Banp regulates DNA damage response and chromosome segregation during the cell cycle in zebrafish retina

Abstract

AbstractBtg3-associated nuclear protein (Banp) was originally identified as a nuclear matrix-associated protein and it functions as a tumor suppressor. At molecular level, Banp regulates transcription of metabolic genes via a CGCG-containing motif called the Banp motif. However, its physiological roles in embryonic development are unknown. Here we report that Banp is indispensable for DNA damage response and chromosome segregation during mitosis.
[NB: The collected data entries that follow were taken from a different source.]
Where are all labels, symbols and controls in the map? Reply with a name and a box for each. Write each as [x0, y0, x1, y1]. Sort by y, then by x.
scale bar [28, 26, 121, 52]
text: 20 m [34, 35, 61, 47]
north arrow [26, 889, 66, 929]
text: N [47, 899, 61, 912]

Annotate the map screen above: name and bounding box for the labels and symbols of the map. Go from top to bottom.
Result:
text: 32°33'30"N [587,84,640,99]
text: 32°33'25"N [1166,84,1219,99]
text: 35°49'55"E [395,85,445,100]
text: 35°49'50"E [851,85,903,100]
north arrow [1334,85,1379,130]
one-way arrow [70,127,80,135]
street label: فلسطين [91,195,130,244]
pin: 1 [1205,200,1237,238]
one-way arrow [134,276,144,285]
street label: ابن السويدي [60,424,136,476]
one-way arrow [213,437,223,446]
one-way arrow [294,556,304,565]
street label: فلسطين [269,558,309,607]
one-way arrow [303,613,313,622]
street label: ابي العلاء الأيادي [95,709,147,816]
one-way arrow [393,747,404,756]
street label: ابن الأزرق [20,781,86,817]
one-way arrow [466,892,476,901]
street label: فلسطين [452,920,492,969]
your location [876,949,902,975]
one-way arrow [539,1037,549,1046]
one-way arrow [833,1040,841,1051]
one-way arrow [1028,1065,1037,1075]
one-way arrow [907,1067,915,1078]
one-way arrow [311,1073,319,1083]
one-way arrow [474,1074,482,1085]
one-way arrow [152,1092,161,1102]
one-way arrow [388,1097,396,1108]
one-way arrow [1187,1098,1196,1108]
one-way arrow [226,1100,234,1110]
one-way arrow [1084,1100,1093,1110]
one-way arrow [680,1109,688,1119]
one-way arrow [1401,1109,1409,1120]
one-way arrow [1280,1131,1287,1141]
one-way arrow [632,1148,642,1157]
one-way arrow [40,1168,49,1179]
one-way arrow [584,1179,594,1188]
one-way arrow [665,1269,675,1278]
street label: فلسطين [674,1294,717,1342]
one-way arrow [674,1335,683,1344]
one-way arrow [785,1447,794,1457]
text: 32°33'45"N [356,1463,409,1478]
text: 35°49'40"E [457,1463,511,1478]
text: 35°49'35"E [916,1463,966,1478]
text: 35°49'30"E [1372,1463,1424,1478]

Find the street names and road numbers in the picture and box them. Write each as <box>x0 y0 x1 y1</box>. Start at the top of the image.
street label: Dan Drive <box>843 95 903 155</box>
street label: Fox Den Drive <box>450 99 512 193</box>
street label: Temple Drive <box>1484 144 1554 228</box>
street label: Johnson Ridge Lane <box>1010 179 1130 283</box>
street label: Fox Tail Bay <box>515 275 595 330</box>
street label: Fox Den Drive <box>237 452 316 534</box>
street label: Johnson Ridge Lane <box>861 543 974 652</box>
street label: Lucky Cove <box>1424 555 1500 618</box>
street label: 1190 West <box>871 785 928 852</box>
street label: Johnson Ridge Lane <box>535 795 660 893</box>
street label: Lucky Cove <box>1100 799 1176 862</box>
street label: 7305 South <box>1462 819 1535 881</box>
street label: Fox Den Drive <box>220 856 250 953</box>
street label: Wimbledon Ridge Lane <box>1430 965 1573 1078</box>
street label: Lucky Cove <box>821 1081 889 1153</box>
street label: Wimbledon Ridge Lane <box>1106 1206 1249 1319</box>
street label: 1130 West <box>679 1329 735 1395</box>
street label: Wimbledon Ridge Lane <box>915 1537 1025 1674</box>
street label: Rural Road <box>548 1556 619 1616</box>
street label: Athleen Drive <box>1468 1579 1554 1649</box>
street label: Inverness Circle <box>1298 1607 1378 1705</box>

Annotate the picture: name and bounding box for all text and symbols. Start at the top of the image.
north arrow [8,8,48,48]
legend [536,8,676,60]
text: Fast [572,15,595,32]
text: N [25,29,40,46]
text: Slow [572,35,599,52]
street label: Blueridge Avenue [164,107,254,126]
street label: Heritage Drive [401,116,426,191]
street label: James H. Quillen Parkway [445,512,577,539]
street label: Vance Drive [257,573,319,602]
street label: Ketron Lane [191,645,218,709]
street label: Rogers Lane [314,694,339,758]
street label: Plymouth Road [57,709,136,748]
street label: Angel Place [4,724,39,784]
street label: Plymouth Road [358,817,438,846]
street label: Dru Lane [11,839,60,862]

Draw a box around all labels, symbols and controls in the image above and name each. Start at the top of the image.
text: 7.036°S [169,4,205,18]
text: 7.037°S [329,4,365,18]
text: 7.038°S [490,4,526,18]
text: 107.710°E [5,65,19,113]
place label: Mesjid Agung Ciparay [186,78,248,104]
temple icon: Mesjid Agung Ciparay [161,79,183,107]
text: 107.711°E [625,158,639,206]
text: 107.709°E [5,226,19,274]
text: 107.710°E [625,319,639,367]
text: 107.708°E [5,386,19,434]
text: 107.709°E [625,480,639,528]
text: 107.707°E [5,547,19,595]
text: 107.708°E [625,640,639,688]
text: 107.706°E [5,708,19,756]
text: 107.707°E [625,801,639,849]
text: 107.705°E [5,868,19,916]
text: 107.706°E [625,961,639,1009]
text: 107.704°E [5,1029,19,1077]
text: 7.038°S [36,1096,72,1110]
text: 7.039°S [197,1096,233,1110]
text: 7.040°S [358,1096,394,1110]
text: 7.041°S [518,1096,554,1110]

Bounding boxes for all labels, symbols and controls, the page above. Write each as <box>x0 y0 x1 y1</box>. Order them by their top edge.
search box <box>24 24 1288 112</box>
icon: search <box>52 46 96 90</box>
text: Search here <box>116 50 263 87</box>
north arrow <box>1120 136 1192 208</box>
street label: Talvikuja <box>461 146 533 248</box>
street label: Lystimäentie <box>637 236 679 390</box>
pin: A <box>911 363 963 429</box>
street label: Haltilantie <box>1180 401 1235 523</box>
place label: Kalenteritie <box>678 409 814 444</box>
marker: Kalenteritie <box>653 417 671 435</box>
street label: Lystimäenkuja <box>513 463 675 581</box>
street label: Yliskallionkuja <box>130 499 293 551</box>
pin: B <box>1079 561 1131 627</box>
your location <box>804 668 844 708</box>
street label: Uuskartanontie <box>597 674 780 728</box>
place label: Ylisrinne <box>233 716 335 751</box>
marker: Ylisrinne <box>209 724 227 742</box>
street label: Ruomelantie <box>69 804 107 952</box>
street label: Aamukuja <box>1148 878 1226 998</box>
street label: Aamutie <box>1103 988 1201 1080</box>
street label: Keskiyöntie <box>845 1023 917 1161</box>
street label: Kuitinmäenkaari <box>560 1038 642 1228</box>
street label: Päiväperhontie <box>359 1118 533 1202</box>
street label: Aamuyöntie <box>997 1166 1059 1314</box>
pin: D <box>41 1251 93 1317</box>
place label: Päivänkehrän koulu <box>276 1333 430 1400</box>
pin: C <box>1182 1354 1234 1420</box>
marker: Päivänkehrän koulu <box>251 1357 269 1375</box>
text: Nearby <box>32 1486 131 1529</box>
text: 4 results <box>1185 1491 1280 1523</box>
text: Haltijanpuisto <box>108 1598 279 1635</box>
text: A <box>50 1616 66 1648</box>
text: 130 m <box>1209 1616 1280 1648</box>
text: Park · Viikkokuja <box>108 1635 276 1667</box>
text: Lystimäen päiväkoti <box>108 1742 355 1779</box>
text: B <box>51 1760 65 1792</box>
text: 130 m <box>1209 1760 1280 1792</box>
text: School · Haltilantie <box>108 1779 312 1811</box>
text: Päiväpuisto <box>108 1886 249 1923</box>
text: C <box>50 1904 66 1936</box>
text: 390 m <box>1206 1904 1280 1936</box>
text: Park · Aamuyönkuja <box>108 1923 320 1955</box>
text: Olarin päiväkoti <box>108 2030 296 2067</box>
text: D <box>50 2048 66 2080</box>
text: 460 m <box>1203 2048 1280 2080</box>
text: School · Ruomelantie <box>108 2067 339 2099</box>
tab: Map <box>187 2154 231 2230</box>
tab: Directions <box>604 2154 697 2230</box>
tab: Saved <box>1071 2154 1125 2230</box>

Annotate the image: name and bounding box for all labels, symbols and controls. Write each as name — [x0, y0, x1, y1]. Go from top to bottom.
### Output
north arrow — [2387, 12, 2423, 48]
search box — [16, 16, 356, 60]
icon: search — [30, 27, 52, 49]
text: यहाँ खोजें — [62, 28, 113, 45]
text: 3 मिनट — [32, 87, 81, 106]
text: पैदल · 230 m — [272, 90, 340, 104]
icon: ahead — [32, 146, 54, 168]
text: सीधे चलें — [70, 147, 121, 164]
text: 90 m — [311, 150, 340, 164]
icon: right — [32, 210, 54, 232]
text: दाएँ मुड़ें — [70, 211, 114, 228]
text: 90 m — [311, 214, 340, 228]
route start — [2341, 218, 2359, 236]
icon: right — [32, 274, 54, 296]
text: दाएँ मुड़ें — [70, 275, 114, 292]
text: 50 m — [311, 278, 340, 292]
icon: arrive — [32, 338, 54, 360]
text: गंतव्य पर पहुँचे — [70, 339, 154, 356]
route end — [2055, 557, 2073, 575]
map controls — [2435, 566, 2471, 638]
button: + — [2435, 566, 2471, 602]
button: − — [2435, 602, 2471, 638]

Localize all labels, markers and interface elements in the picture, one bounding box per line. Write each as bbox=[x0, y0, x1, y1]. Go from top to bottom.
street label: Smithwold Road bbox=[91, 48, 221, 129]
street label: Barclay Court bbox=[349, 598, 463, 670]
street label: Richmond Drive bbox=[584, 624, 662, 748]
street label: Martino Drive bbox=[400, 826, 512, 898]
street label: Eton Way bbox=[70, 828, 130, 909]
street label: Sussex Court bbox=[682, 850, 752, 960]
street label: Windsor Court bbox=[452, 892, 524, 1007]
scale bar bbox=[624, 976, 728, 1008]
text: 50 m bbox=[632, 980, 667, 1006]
Zebrafish banp mutants show mitotic arrest and apoptosis in developing retina. We found that DNA replication stress and tp53-dependent DNA damage responses were activated to induce apoptosis in banp mutants, suggesting that Banp is required for integrity of DNA replication and DNA damage repair. Furthermore, in banp mutants, chromosome segregation was not smoothly processed from prometaphase to anaphase, leading to a prolonged M-phase. Our RNA- and ATAC-sequencing identified 31 candidates for direct Banp target genes that carry the Banp motif. Interestingly, two chromosome segregation regulators, cenpt and ncapg, are included in this list. Thus, Banp directly regulates transcription of cenpt and ncapg to promote chromosome segregation during mitosis. Our findings provide the first in vivo evidence that Banp is required for cell-cycle progression and cell survival by regulating DNA damage responses and chromosome segregation during mitosis.